Funny that there'd be another bug associated with
heap_prepare_freeze_tuple() so soon after the last one was discovered.
Are you aware of the other one [1]https://git.postgresql.org/gitweb/?p=postgresql.git;a=commitdiff;h=31b8db8e6c1fa4436116f4be5ca789f3a01b9ebf;hp=f1dae097f2945ffcb59a9f236843e0e0bbf0920d?

BTW, I just posted a patch to enhance amcheck, to allow it to verify
that an index has all the entries that it ought to [2]https://commitfest.postgresql.org/14/1263/ -- Peter Geoghegan. Perhaps you'd
find it useful for this kind of thing. I welcome your feedback on
that.

[1]: https://git.postgresql.org/gitweb/?p=postgresql.git;a=commitdiff;h=31b8db8e6c1fa4436116f4be5ca789f3a01b9ebf;hp=f1dae097f2945ffcb59a9f236843e0e0bbf0920d
[2]: https://commitfest.postgresql.org/14/1263/ -- Peter Geoghegan
--
Peter Geoghegan

--
Sent via pgsql-bugs mailing list (pgsql-bugs@postgresql.org)
To make changes to your subscription:
http://www.postgresql.org/mailpref/pgsql-bugs

In reply to: Wood, Dan (#3)
Re: Old row version in hot chain become visible after a freeze

On Thu, Aug 31, 2017 at 4:20 PM, Wood, Dan <hexpert@amazon.com> wrote:

I was aware of the other one and, in fact, reverted the change just to make sure it wasn’t Involved. A strange coincidence indeed.
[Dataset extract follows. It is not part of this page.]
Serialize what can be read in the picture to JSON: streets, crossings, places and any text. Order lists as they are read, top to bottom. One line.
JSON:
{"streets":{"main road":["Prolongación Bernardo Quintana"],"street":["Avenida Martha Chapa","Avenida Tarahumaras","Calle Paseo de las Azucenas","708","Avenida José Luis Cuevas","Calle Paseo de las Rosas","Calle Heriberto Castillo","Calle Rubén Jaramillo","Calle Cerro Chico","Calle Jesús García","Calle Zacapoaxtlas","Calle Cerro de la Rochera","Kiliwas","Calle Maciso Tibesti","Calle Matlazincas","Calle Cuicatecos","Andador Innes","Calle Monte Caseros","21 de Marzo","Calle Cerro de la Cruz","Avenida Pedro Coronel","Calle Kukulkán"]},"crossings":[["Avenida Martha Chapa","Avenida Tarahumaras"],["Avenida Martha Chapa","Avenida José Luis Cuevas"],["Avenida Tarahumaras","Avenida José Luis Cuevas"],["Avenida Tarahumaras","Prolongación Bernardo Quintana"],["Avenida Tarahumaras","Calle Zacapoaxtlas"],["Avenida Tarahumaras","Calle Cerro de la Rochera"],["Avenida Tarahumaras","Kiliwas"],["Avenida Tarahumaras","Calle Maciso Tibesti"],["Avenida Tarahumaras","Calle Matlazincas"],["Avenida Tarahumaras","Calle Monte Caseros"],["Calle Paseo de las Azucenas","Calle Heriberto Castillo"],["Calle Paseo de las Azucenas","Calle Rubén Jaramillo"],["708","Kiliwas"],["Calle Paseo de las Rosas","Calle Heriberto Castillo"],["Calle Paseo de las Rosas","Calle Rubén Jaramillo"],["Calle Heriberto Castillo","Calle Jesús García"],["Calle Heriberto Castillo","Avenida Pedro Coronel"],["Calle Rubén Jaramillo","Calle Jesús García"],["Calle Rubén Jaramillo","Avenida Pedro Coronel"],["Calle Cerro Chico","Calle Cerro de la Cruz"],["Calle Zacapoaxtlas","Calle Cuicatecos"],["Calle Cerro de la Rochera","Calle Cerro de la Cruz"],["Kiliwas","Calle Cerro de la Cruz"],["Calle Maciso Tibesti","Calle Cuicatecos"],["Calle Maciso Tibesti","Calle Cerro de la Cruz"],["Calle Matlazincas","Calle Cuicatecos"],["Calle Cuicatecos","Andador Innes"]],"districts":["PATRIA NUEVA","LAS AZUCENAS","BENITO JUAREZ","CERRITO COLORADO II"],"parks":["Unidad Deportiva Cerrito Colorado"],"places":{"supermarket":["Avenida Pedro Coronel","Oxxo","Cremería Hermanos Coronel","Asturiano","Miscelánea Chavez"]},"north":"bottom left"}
FWIW, the enhanced amcheck does actually detect this:

postgres=# select bt_index_check('t_pkey', true);
ERROR: XX000: failed to find parent tuple for heap-only tuple at
(0,3) in table "t"
LOCATION: IndexBuildHeapRangeScan, index.c:2597

The good news is that this happens in a codepath that is also used by REINDEX:

postgres=# reindex index t_pkey ;
ERROR: XX000: failed to find parent tuple for heap-only tuple at
(0,3) in table "t"
LOCATION: IndexBuildHeapRangeScan, index.c:2597

Perhaps the lack of field reports of this error suggests that it's
fairly rare. Very hard to be sure about that, though.

--
Peter Geoghegan

--
Sent via pgsql-bugs mailing list (pgsql-bugs@postgresql.org)
To make changes to your subscription:
http://www.postgresql.org/mailpref/pgsql-bugs

In reply to: Wood, Dan (#1)
Re: Old row version in hot chain become visible after a freeze

On Thu, Aug 31, 2017 at 3:36 PM, Wood, Dan <hexpert@amazon.com> wrote:

I’ve found a bug in Postgres which causes old row versions to appear in a
table. DEAD rows in a hot chain are getting frozen and becoming visible.
I’ve repro’d this in both 9.6.1 and 11-devel.

I can confirm that this goes all the way back to 9.3, where "for key
share"/foreign key locks were introduced.

--
Peter Geoghegan

--
Sent via pgsql-bugs mailing list (pgsql-bugs@postgresql.org)
To make changes to your subscription:
http://www.postgresql.org/mailpref/pgsql-bugs

#6Michael Paquier
michael@paquier.xyz
In reply to: Peter Geoghegan (#5)
Re: Old row version in hot chain become visible after a freeze

On Fri, Sep 1, 2017 at 12:25 PM, Peter Geoghegan <pg@bowt.ie> wrote:

On Thu, Aug 31, 2017 at 3:36 PM, Wood, Dan <hexpert@amazon.com> wrote:

I’ve found a bug in Postgres which causes old row versions to appear in a
table. DEAD rows in a hot chain are getting frozen and becoming visible.
I’ve repro’d this in both 9.6.1 and 11-devel.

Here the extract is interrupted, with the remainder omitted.